==== Exercise data ====

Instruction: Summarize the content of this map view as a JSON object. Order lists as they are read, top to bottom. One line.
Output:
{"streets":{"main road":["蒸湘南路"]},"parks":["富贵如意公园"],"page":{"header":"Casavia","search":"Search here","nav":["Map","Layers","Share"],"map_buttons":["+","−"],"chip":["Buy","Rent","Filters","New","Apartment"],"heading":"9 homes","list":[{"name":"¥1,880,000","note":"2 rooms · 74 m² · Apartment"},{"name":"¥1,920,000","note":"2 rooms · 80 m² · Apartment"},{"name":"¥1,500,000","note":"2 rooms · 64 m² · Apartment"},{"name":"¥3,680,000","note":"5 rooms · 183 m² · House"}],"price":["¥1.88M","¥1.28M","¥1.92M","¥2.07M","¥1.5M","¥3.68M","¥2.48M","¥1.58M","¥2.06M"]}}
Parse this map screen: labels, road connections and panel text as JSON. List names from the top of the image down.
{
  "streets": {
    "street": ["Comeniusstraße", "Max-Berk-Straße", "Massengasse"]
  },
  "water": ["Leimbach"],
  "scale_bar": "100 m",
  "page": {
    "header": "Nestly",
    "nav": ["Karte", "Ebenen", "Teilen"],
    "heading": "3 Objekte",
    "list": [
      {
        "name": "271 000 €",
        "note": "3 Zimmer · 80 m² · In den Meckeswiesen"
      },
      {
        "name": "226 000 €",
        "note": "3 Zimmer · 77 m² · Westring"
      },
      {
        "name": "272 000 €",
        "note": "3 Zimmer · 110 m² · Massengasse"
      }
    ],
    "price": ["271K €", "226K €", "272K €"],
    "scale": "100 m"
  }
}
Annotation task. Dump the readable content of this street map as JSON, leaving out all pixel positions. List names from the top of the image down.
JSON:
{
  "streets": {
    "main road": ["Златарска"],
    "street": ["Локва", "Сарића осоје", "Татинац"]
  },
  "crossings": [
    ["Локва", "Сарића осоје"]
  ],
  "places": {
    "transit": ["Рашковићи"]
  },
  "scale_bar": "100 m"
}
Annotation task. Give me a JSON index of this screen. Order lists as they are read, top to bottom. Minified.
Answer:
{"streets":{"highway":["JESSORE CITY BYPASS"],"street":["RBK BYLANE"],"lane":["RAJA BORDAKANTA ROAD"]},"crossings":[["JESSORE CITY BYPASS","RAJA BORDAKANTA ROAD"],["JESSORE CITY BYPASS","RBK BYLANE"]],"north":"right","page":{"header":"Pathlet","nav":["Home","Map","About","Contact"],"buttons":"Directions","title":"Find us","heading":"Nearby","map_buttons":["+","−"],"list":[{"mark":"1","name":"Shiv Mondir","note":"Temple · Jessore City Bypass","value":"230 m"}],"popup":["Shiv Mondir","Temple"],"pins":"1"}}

====

> **Task**
Word for word, restate the material above.

> **Response to this task**
Instruction: Summarize the content of this map view as a JSON object. Order lists as they are read, top to bottom. One line.
Output:
{"streets":{"main road":["蒸湘南路"]},"parks":["富贵如意公园"],"page":{"header":"Casavia","search":"Search here","nav":["Map","Layers","Share"],"map_buttons":["+","−"],"chip":["Buy","Rent","Filters","New","Apartment"],"heading":"9 homes","list":[{"name":"¥1,880,000","note":"2 rooms · 74 m² · Apartment"},{"name":"¥1,920,000","note":"2 rooms · 80 m² · Apartment"},{"name":"¥1,500,000","note":"2 rooms · 64 m² · Apartment"},{"name":"¥3,680,000","note":"5 rooms · 183 m² · House"}],"price":["¥1.88M","¥1.28M","¥1.92M","¥2.07M","¥1.5M","¥3.68M","¥2.48M","¥1.58M","¥2.06M"]}}
Parse this map screen: labels, road connections and panel text as JSON. List names from the top of the image down.
{
  "streets": {
    "street": ["Comeniusstraße", "Max-Berk-Straße", "Massengasse"]
  },
  "water": ["Leimbach"],
  "scale_bar": "100 m",
  "page": {
    "header": "Nestly",
    "nav": ["Karte", "Ebenen", "Teilen"],
    "heading": "3 Objekte",
    "list": [
      {
        "name": "271 000 €",
        "note": "3 Zimmer · 80 m² · In den Meckeswiesen"
      },
      {
        "name": "226 000 €",
        "note": "3 Zimmer · 77 m² · Westring"
      },
      {
        "name": "272 000 €",
        "note": "3 Zimmer · 110 m² · Massengasse"
      }
    ],
    "price": ["271K €", "226K €", "272K €"],
    "scale": "100 m"
  }
}
Annotation task. Dump the readable content of this street map as JSON, leaving out all pixel positions. List names from the top of the image down.
JSON:
{
  "streets": {
    "main road": ["Златарска"],
    "street": ["Локва", "Сарића осоје", "Татинац"]
  },
  "crossings": [
    ["Локва", "Сарића осоје"]
  ],
  "places": {
    "transit": ["Рашковићи"]
  },
  "scale_bar": "100 m"
}
Annotation task. Give me a JSON index of this screen. Order lists as they are read, top to bottom. Minified.
Answer:
{"streets":{"highway":["JESSORE CITY BYPASS"],"street":["RBK BYLANE"],"lane":["RAJA BORDAKANTA ROAD"]},"crossings":[["JESSORE CITY BYPASS","RAJA BORDAKANTA ROAD"],["JESSORE CITY BYPASS","RBK BYLANE"]],"north":"right","page":{"header":"Pathlet","nav":["Home","Map","About","Contact"],"buttons":"Directions","title":"Find us","heading":"Nearby","map_buttons":["+","−"],"list":[{"mark":"1","name":"Shiv Mondir","note":"Temple · Jessore City Bypass","value":"230 m"}],"popup":["Shiv Mondir","Temple"],"pins":"1"}}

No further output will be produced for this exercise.